The Dish


February 16, 2005|By Liz Atwood | By Liz Atwood,Sun Food Editor


Scientists say eating tomatoes and other red fruit rich in lycopene can boost the body's defenses against cancer. Now Heinz has come up with a way to give your family members a shot of lycopene where they least expect it.

The Heinz Ketchup's Love Apple Pie looks just like an ordinary pie, but cut into it and -- surprise -- along with the apples you'll find a filling tinted red with ketchup.

The sight may be off-putting, but the tomato taste is barely noticeable. For those brave enough to try: Blend 1/3 cup ketchup and 2 teaspoons of lemon juice. Combine with 6 cups of peeled and sliced tart cooking apples. For the topping, combine 2 / 3 cup of flour, 1/3 cup of sugar and 1 teaspoon of cinnamon.

Cut in 1/3 cup unsalted, softened butter or margarine until thoroughly mixed. Fill unbaked 9-inch shell with apples, and sprinkle topping over apples. Bake in 425-degree oven 40 to 45 minutes or until apples are cooked. Makes 6 servings.

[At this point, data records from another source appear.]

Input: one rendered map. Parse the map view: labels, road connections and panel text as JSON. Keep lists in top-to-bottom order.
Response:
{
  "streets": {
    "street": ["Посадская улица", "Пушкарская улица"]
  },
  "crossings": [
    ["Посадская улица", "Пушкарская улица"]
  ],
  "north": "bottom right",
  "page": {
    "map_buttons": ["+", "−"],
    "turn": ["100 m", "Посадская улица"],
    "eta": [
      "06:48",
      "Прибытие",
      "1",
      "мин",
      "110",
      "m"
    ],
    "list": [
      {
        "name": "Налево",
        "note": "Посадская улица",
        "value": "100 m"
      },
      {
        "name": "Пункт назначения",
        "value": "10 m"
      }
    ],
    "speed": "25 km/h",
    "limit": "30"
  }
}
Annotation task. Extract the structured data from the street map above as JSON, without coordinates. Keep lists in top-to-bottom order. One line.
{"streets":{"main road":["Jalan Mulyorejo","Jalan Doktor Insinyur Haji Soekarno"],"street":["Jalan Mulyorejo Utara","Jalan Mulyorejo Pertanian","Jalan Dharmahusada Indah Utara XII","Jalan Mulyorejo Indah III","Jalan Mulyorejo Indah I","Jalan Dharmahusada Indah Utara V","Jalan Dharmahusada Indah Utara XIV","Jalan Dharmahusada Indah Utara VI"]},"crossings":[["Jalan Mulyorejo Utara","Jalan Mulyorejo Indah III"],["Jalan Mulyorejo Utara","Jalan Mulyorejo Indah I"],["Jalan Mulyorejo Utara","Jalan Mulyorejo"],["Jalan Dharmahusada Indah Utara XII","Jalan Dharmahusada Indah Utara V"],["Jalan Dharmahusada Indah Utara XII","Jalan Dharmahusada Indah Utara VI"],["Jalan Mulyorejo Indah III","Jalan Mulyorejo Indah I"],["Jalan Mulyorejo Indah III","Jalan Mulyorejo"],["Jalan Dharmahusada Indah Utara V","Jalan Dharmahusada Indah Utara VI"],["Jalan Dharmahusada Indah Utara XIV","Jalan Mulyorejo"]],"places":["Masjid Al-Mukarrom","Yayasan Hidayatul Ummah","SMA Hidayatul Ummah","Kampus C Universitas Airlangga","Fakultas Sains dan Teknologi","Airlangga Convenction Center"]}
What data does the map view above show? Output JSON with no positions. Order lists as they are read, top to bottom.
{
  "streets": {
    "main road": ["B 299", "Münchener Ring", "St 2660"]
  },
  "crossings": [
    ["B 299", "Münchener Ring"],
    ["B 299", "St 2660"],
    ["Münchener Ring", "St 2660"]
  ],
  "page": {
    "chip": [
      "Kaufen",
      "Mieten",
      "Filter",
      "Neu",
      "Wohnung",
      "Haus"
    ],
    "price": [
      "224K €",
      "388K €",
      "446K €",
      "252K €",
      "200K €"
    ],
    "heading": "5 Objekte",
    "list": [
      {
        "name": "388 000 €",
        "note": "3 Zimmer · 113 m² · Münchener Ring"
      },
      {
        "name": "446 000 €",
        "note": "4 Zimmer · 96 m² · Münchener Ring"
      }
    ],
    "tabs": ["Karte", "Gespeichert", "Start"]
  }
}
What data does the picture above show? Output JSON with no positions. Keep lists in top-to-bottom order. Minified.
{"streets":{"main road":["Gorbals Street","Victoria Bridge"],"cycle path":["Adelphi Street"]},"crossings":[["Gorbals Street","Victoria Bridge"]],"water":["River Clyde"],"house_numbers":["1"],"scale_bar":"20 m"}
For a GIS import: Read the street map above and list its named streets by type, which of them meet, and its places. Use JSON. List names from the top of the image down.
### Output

Per serving: 396 calories; 3 grams protein; 18 grams fat; 9 grams saturated fat; 59 grams carbohydrate; 5 grams fiber; 26 milligrams cholesterol; 288 milligrams sodium

A cool debut

The Pillsbury Doughboy has jumped from the oven to the freezer with the recent launch of Pillsbury Ice Cream.

The baking company has teamed up with Minnesota-based dairy company Kemps Ice Cream to produce seven flavors: Chocolate Chip Cookie Dough, Turtle Fudge Brownie, Peanut Butter Fudge Chunk, Lovin' Caramel Swirl, Brownies 'N Cream, Cake & Ice Cream and Homemade Vanilla.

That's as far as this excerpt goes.